A surprising increase of the Richmond manufacturing index would support the euro as it would add fuel to the risk taking sentiment of the currency market participants.
Wednesday, Oct. 24
EU Germany Markit manufacturing PMI (Oct.)
EU Markit Composite PMI (Oct.)
EU IFO Expectations (Oct.)
EU ECB President Draghi Visits Germany
USA Markit Manufacturing PMI (Oct.)
USA New Homes Sales (Sept.)
USA FED Policy Meeting Statement and Press Conference
All of the European economic data releases presented in the table above are expected to show better values than their previous readings. A better than consensus value would support the single currency against the USD and vice versa.
The visit of the Mr. Draghi to Germany could present some increased short term volatility and trading opportunities. On the other hand, given that Germany has reiterated its position against using the ESM to directly fund troubled banks and countries for past losses, any change in that position resulting from the visit could have a long term impact on markets.
The consensus on the U.S. data expected to be released on Wednesday is also positive. The market expectations are for better than previous values. A negative surprise here would support the USD as a safe haven currency.
The market expectations for the FED policy meeting are that the last announced QE will be expanded to include government securities, according to a Bloomberg survey. This will further weigh on the value of the U.S. dollar against the euro.
Thursday, Oct. 25
EU Germany Retail Sales m-o-m (Sept.)
EU M3 Money Supply (Sept.)
USA Initial Jobless Claims
USA Durable Goods Orders (Sept.)
USA Chicago FED National Activity Index (Sept.)
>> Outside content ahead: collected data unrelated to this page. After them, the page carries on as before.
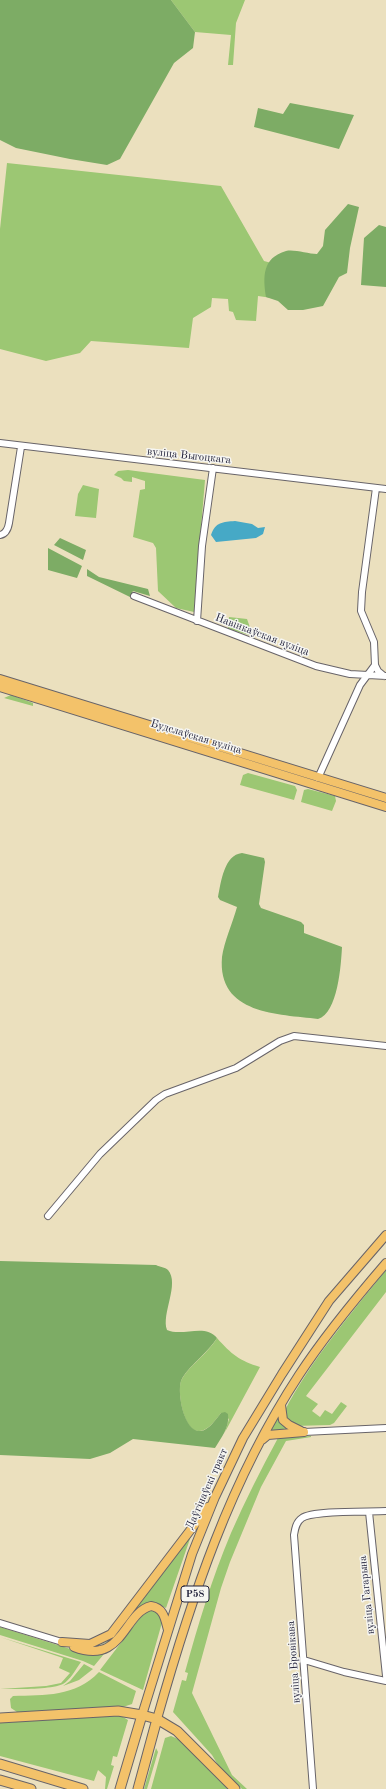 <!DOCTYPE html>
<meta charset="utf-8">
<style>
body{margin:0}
canvas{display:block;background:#ebe0be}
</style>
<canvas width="386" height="1789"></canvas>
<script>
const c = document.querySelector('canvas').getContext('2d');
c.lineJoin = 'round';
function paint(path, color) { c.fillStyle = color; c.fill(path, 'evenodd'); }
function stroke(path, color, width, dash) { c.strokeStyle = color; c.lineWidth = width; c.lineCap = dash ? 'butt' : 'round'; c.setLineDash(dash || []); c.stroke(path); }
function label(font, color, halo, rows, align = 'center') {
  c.font = font + ' "Old Standard TT",serif'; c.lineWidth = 3; c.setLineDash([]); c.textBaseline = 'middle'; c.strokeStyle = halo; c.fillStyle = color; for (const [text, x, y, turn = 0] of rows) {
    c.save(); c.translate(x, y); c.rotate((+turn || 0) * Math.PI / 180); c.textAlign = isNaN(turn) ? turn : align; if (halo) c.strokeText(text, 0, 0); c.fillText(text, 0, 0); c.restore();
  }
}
paint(new Path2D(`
 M171,0H245L236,23L233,65H228L231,35L195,32Z
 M7,163L221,186L264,261L279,265V299L258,296L256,321L236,320L233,312L229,311L228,299L212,298L211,307L193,318L189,348L91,341L80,353L46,361L0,349V229Z
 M128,470L205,480L194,612L176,608L158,591L156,548L153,543L133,537L140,490L145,489V481L132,477V482L124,481L121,478L114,475L118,471Z
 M83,485L99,489L96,518L75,516L78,494Z
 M229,617L247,619L253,636L228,629Z
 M11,695L33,703V706L4,698Z
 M248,773L295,786L297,790L294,800L240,785L243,775Z
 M308,789L335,796L336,801L332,811L301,802L304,790Z
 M386,1270V1292L306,1396L318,1404L312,1411L320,1417L325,1410L332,1414L341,1402L347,1406L334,1423L330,1425L294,1426L288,1424L284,1412C311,1360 350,1315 386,1270Z
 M217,1338C231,1354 240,1361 260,1367L225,1432L229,1419L221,1413C216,1419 209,1430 200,1431C184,1433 177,1393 181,1381C188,1366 208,1354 217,1338Z
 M279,1416L291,1429L269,1431Z
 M311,1436V1437L286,1441L261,1487L230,1562L221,1588L192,1693L232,1775L247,1789H242L218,1765L212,1755L173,1712L182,1680L186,1681L188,1673L185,1672C198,1625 212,1578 231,1533C245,1501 261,1469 278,1438Z
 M191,1536L166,1608L156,1603L143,1605L112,1640L95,1647L110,1640L118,1632Z
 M151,1610L159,1613L163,1619L143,1690L100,1670L143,1614Z
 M0,1627L80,1652L104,1654L94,1666L83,1661L0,1635Z
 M0,1637L81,1662C76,1669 70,1680 63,1684C50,1690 15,1689 0,1689L46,1686L61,1683L70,1673L59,1668L63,1658Z
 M84,1664L93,1669L79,1680L63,1686L70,1681Z
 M99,1672L136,1691L132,1704L123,1707L20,1714L11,1708L10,1699L13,1696C45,1695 75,1697 99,1672Z
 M116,1715L123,1717L128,1720L117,1757L113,1756L111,1765L114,1766L107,1789H105L106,1777L98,1770L94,1781L0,1756V1723Z
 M171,1736L178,1739L230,1789H151L165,1738Z
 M156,1748L158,1752L147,1789H144Z`), '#9cc773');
paint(new Path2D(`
 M0,0H171L195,32L193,48L174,63L120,159L107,165L70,159L16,148L0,140Z
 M290,103L354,115L339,149L254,127L258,108L283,114Z
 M348,204L359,207L350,248L347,273L339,277L323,306L303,310H288L278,301L266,297C263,277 262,258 286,251C294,249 308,254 317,254L323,246L325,230Z
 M379,225L386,227V287L361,285L364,238Z
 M60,538L86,550L83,560L54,545Z
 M48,548L82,566L77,578L48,570Z
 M87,569L99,577L148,589L150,596L133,591L130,597L87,576Z
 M242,853L264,858L265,862L259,904L261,908L301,922L304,925V933L342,947C341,965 338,1013 318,1019C279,1014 217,1015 222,957C224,942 233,922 237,907L220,900L218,897C221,882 224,855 242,853Z
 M0,1261L156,1265C160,1267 165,1267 168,1270C180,1284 161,1314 167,1330C183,1337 205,1323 217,1338C208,1353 187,1367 181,1381C177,1393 184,1433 201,1431C209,1430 216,1419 221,1413L225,1412L228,1414C230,1427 221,1438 215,1448L133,1439L110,1453L90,1459L0,1455Z`), '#7dac65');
paint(new Path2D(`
 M235,521L252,524L258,528L265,527L263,534L256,538L216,542L211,535C215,522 223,522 235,521Z`), '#46a9c6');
const minor = new Path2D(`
 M0,443L386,489
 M376,488L362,592L361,611L374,642L375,665L378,671L384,676
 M0,535C6,534 8,529 9,523L21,447
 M134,596L316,666L350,674L386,676
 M197,621L202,546L213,468
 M318,778L360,685L375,665
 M48,1216L100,1154L156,1100L165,1094L236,1068L280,1041L294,1036L386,1046
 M304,1432L386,1428
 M369,1512L386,1676
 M0,1623L62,1642
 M304,1660L344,1672L386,1681
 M313,1789L294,1535C295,1529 296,1522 302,1518C313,1510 369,1512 386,1511`);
const major = new Path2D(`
 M0,679L386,798
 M0,687L386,807
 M281,1405L283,1420L289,1425L301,1431
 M262,1440L268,1435L304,1432
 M62,1642L90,1644L111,1634L208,1507
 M74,1647C123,1666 123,1613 151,1606C164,1608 165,1619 168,1630
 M142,1715L192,1554L215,1497L243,1438L282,1374L329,1301L386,1235
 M157,1719C191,1599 230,1480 299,1375C325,1335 355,1299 386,1263`);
const highway = new Path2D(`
 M0,1718L118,1711L142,1715L157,1719L177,1731L235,1789
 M0,1764L83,1789
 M0,1780L31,1789
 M120,1789L142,1715
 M138,1789L157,1719`);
stroke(minor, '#686469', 8);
stroke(major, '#686469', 10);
stroke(highway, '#686469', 11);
stroke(minor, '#fff', 6);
stroke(major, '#f3c26a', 8);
stroke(highway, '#f3c26a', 9);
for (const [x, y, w] of [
 [195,1594,28]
]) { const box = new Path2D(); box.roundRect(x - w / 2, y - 8, w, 16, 3); c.fillStyle = '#f6f6f2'; c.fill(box); stroke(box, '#22223b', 1); }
label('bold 10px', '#22223b', null, [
 ["Р58",195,1594]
]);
label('11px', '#22223b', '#f6f6f2', [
 ["вуліца Выгоцкага",189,456,6],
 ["Навінкаўская вуліца",262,635,21],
 ["Будслаўская вуліца",196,737,17],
 ["Даўгінаўскі тракт",207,1489,-66],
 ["вуліца Гагарына",367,1595,-96],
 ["вуліца Бровікава",294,1662,-94]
]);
</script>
USA Pending Homes Sales m-o-m (Aug)
A surprise on Germany's retail sales would drive the euro in the direction of the surprise as Germany is in the core of European Union and the health of its retail industry and spending is indicative of the possible growth of the EU.
The M3 money supply is indicative of possible inflationary pressures in the EU. An increase above the consensus value would support the euro.
Except for the initial jobless claims, the U.S. data is expected to deliver better values than the previous ones. If this happens to be the case the EUR/USD rate could rise as a result of increased risk taking sentiment. Any negative surprise would hamper growth perspectives and support the USD.
Friday, Oct. 26
EU Germany Gfk Consumer Confidence Survey (Nov.)
EU Germany Import Price Index m-o-m (Sept.)
USA GDP Annualized (Q3)
USA Reuters/Michigan Consumer Sentiment Index (Oct.)
A positive surprise on the Gfk consumer survey in Germany would support the euro by the same reasons a positive surprise on Germany's retail sales would. The consensus on the import price index however shows a lighter inflationary pressure to come from Germany. This does not support the euro in general but could support wealth growth inside the country.
The most important event on Friday is the report on U.S. GDP. The market consensus is for an increase. Given there are no negative surprises here this would support the risk-on environment in general and euro in particular. However such a high increase from the previous value could be hard to achieve given the flow of data from the U.S. economy was not so bright during the whole third quarter of 2012. Any negative surprise would support the USD.